Collected data entries
—————

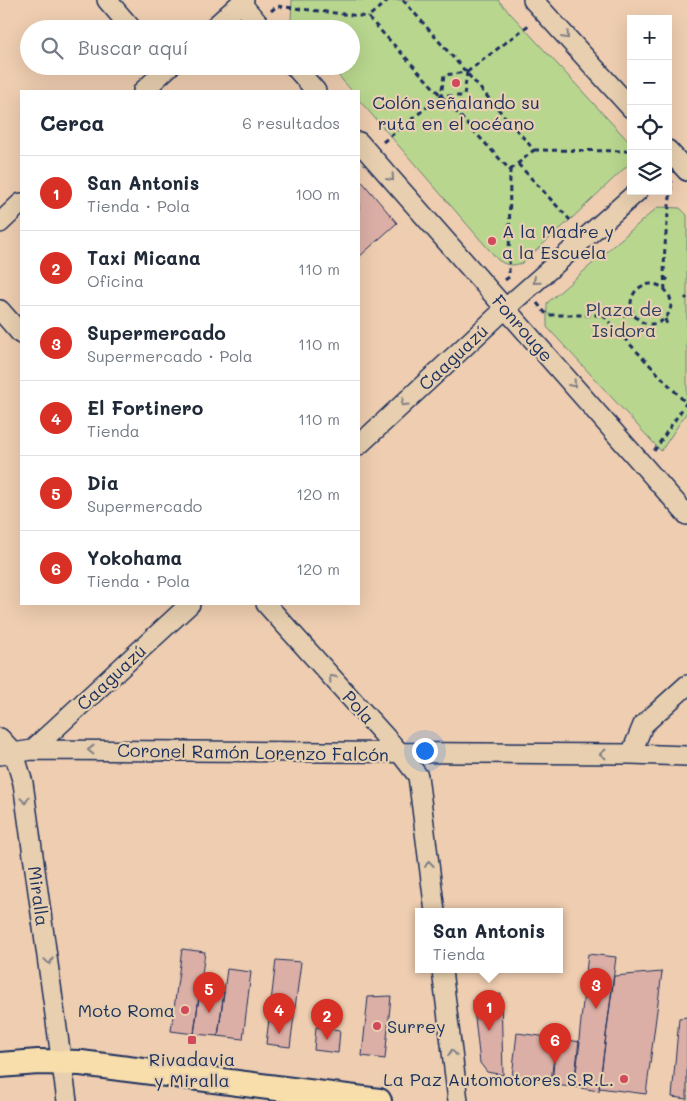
<!DOCTYPE html>
<html lang="es">
<meta charset="utf-8">
<style>
body{margin:0;font-family:Mali,sans-serif;background:#f2f2f3;color:#1f2937}
.controls{position:absolute;right:15px;top:15px;display:grid;overflow:hidden;border-radius:0px;box-shadow:0 5px 20px #0002}
.controls button{width:45px;height:45px;display:grid;place-items:center;padding:0;border:0;border-bottom:1px solid #e0e1e3;background:#fff;color:#1f2937;font:25px sans-serif}
.you{position:absolute;left:424px;top:750px;width:18px;height:18px;margin:-12px;border:4px solid #fff;border-radius:50%;background:#1a73e8;box-shadow:0 0 0 8px #1a73e833}
.badge{display:grid;place-items:center;width:32px;height:32px;border-radius:50%;background:#d93025;color:#fff;font-size:16px;font-weight:700}
.pin{position:absolute;translate:-50% -41px;filter:drop-shadow(0 1px 2px #0008)}
.pin::after{content:'';position:absolute;top:26px;width:18px;height:15px;background:inherit;clip-path:polygon(0 0,100% 0,50% 100%)}
.popup{position:absolute;left:415px;top:908px;width:148px;height:65px;box-sizing:border-box;display:grid;place-content:center;border-radius:0px;background:#fff;filter:drop-shadow(0 1px 4px #0005);font-size:16px;white-space:nowrap;color:#747a83}
.popup b{font-size:19px;color:#1f2937}
.popup::after{content:'';position:absolute;left:50%;top:100%;margin-left:-10px;border:10px solid transparent;border-top-color:#fff}
.list{margin:0;padding:0;list-style:none}
h2{display:flex;justify-content:space-between;align-items:center;height:65px;margin:0;padding:0 20px;font-size:21px}
h2 small{font-size:16px;font-weight:400;color:#747a83}
.list li{display:grid;grid-template-columns:32px 1fr auto;gap:15px;align-items:center;box-sizing:border-box;height:75px;padding:0 20px;border-top:1px solid #e0e1e3}
.list b{display:block;font-size:19px;white-space:nowrap}
.list p{margin:0;font-size:16px;white-space:nowrap;color:#747a83}
.list em{font-size:16px;font-style:normal;color:#747a83}
.icon{flex:none;width:28px;height:28px;fill:none;stroke:currentColor;stroke-width:2;stroke-linecap:round;stroke-linejoin:round}
.map{position:relative;flex:none;width:687px;height:1101px;overflow:hidden}
.search{position:absolute;background:#fff;box-shadow:0 5px 20px #0002;left:20px;top:20px;width:340px;height:55px;display:flex;align-items:center;gap:12px;box-sizing:border-box;padding:0 18px;border-radius:28px;color:#747a83;font-size:19px}
.panel{position:absolute;background:#fff;box-shadow:0 5px 20px #0002;left:20px;top:90px;width:340px;height:515px;border-radius:0px}
.map>svg:first-child{display:block}
.green{fill:#b8d68e;stroke:#6a8276}
.building{fill:#dbafa6;stroke:#1b2f5e}
.lines{fill:none;stroke-linecap:round;stroke-linejoin:round}
.minor-casing{stroke:#1b2f5e;stroke-width:22}
.major-casing{stroke:#1b2f5e;stroke-width:28}
.path{stroke:#1b2f5e;stroke-width:3;stroke-dasharray:5 4;stroke-linecap:butt}
.minor{stroke:#e7cfaf;stroke-width:19}
.major{stroke:#f8deab;stroke-width:24}
.oneway{stroke:#817f86}
.poi-dot{fill:#d1495b;stroke:#e7cfaf;stroke-width:2}
.labels{text-anchor:middle;dominant-baseline:central;stroke-width:4.5;stroke-linejoin:round;paint-order:stroke}
.poi-label{font-size:18px;fill:#1b2f5e;stroke:#e7cfaf}
.park-label{font-size:18px;fill:#2b4063;stroke:#e7cfaf}
.street-label{font-size:18px;fill:#1b2f5e;stroke:#e7cfaf}
</style>
<div class="map">
<svg width="687" height="1101" viewBox="0 0 687 1101">
<rect width="100%" height="100%" fill="#eecdb0"/>
<filter id="ink" filterUnits="userSpaceOnUse"><feTurbulence type="fractalNoise" baseFrequency=".02" numOctaves="2"/><feDisplacementMap in="SourceGraphic" scale="10" xChannelSelector="R" yChannelSelector="G"/><feConvolveMatrix kernelMatrix="1 2 1 2 8 2 1 2 1" color-interpolation-filters="sRGB"/></filter>
<g filter="url(#ink)">
<path class="green" d="M 292,0 L 498,0 L 631,144 L 631,162 L 570,220 L 522,263 C 512,266 507,266 498,260 L 359,100 L 359,91 L 352,91 L 330,66 L 351,66 L 351,29 L 297,29 L 291,21 Z
M 658,207 L 680,208 L 687,215 L 687,412 L 661,451 L 547,327 L 547,303 Z"/>
<path class="building" d="M 359,178 L 397,223 L 359,257 Z
M 182,949 L 205,952 L 194,1034 L 171,1031 Z
M 588,954 L 616,957 L 599,1091 L 574,1087 Z
M 276,960 L 301,962 L 290,1047 L 266,1044 Z
M 227,969 L 251,972 L 243,1039 L 218,1036 Z
M 662,972 L 646,1094 L 599,1088 L 614,976 Z
M 200,989 L 224,992 L 218,1036 L 194,1034 Z
M 501,994 L 503,1075 L 487,1072 L 480,1063 L 473,1000 Z
M 391,996 L 385,1059 L 362,1056 L 368,997 Z
M 687,1017 L 687,1099 L 672,1097 L 679,1018 Z
M 316,1027 L 340,1030 L 338,1053 L 314,1050 Z
M 517,1033 L 556,1038 L 551,1082 L 512,1077 Z
M 556,1038 L 580,1042 L 574,1087 L 552,1085 Z"/>
<g class="lines">
<g class="minor-casing">
<path id="minor" d="M 107,0 L 132,29
M 533,0 L 631,108
M 241,3 L 263,29
M 212,29 L 244,0
M 294,66 L 316,91
M 143,91 L 170,66
M 359,142 L 687,515
M 668,150 L 687,171
M 0,223 L 21,203
M 0,310 L 21,334
M 359,445 L 506,308 L 638,191
M 266,604 L 400,753 L 418,776 L 435,912
M 0,738 L 14,753 L 23,783 L 67,1101
M 32,750 L 190,604
M 631,754 L 643,725 L 687,685
M 0,755 L 32,750 L 631,754 L 687,756
M 442,970 L 458,1101"/>
</g>
<g class="major-casing">
<path id="major" d="M 0,1065 L 38,1062 L 81,1063 L 379,1101"/>
</g>
<path class="path" d="M 388,0 L 368,17 L 510,170 L 509,277 L 505,280
M 403,0 L 534,150 L 510,170
M 271,11 L 277,6 L 368,17
M 467,72 L 530,24
M 467,72 L 464,96 L 441,96 L 444,75 Z
M 383,142 L 441,96
M 534,150 L 631,151
M 518,164 L 570,220
M 664,277 L 671,282
M631 304a20 20 0 1 1 40 0a20 20 0 1 1-40 0Z
M 665,290 C 662,254 668,216 672,181
M 685,297 L 687,299
M 537,303 L 547,315 L 634,315
M 603,315 L 610,323
M 665,319 L 668,327
M 624,338 L 686,403
M 654,451 L 687,402"/>
<use href="#minor" class="minor"/>
<use href="#major" class="major"/>
</g>
<defs><path id="oneway-chevron" d="M-2-3.5L2.5 0L-2 3.5" fill="none" stroke-width="1.6" stroke-linecap="round" stroke-linejoin="round" transform="scale(1.25)"/></defs>
<g class="oneway">
<use href="#oneway-chevron" transform="translate(566 36) rotate(48)"/>
<use href="#oneway-chevron" transform="translate(391 178) rotate(48)"/>
<use href="#oneway-chevron" transform="translate(536 281) rotate(139)"/>
<use href="#oneway-chevron" transform="translate(573 384) rotate(49)"/>
<use href="#oneway-chevron" transform="translate(404 403) rotate(137)"/>
<use href="#oneway-chevron" transform="translate(332 678) rotate(-132)"/>
<use href="#oneway-chevron" transform="translate(91 750) rotate(-179)"/>
<use href="#oneway-chevron" transform="translate(603 754) rotate(-180)"/>
<use href="#oneway-chevron" transform="translate(25 800) rotate(82)"/>
<use href="#oneway-chevron" transform="translate(429 864) rotate(-97)"/>
<use href="#oneway-chevron" transform="translate(49 961) rotate(82)"/>
<use href="#oneway-chevron" transform="translate(452 1053) rotate(-97)"/>
</g>
</g>
<g class="poi-dot">
<circle cx="456" cy="83" r="5"/>
<circle cx="492" cy="241" r="5"/>
<circle cx="185" cy="1010" r="5"/>
<circle cx="377" cy="1026" r="5"/>
<rect x="187" y="1035" width="10" height="10" rx="2.5"/>
<circle cx="624" cy="1079" r="5"/>
</g>
<g class="labels">
<g class="poi-label">
<text x="456" y="102">Colón señalando su<tspan x="456" dy="21">ruta en el océano</tspan></text>
<text x="502" y="231" text-anchor="start">A la Madre y<tspan x="502" dy="21">a la Escuela</tspan></text>
<text x="175" y="1010" text-anchor="end">Moto Roma</text>
<text x="387" y="1026" text-anchor="start">Surrey</text>
<text x="192" y="1059">Rivadavia<tspan x="192" dy="21">y Miralla</tspan></text>
<text x="614" y="1079" text-anchor="end">La Paz Automotores S.R.L.</text>
</g>
<g class="park-label">
<text x="624" y="309">Plaza de<tspan x="624" dy="21">Isidora</tspan></text>
</g>
<g class="street-label">
<text transform="translate(523 328) rotate(49)">Fonrouge</text>
<text transform="translate(453 357) rotate(-43)">Caaguazú</text>
<text transform="translate(111 677) rotate(-43)">Caaguazú</text>
<text transform="translate(359 707) rotate(48)">Pola</text>
<text transform="translate(253 752) rotate(1)">Coronel Ramón Lorenzo Falcón</text>
<text transform="translate(39 896) rotate(82)">Miralla</text>
</g>
</g>
</svg>
<div class="controls">
<button>+</button>
<button>−</button>
<button><svg class="icon" aria-label="locate" viewBox="0 0 24 24"><circle cx="12" cy="12" r="6"/><path d="M12 2v4M12 18v4M2 12h4M18 12h4"/></svg></button>
<button><svg class="icon" aria-label="layers" viewBox="0 0 24 24"><path d="M12 4l9 5-9 5-9-5zM3 14l9 5 9-5"/></svg></button>
</div>
<div class="you"></div>
<div class="pin badge" style="left:489px;top:1031px">1</div>
<div class="popup"><b>San Antonis</b>Tienda</div>
<div class="pin badge" style="left:327px;top:1040px">2</div>
<div class="pin badge" style="left:596px;top:1009px">3</div>
<div class="pin badge" style="left:279px;top:1034px">4</div>
<div class="pin badge" style="left:209px;top:1013px">5</div>
<div class="pin badge" style="left:555px;top:1064px">6</div>
<div class="search"><svg class="icon" aria-label="search" viewBox="0 0 24 24"><circle cx="10" cy="10" r="6"/><path d="M15 15l6 6"/></svg>Buscar aquí</div>
<section class="panel">
<h2>Cerca<small>6 resultados</small></h2>
<ul class="list">
<li><span class="badge">1</span><div><b>San Antonis</b><p>Tienda · Pola</p></div><em>100 m</em></li>
<li><span class="badge">2</span><div><b>Taxi Micana</b><p>Oficina</p></div><em>110 m</em></li>
<li><span class="badge">3</span><div><b>Supermercado</b><p>Supermercado · Pola</p></div><em>110 m</em></li>
<li><span class="badge">4</span><div><b>El Fortinero</b><p>Tienda</p></div><em>110 m</em></li>
<li><span class="badge">5</span><div><b>Dia</b><p>Supermercado</p></div><em>120 m</em></li>
<li><span class="badge">6</span><div><b>Yokohama</b><p>Tienda · Pola</p></div><em>120 m</em></li>
</ul>
</section>
</div>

—————

Wherever "serif" occurs in the entries above, copy the line it sits on.

body{margin:0;font-family:Mali,sans-serif;background:#f2f2f3;color:#1f2937}
.controls button{width:45px;height:45px;display:grid;place-items:center;padding:0;border:0;border-bottom:1px solid #e0e1e3;background:#fff;color:#1f2937;font:25px sans-serif}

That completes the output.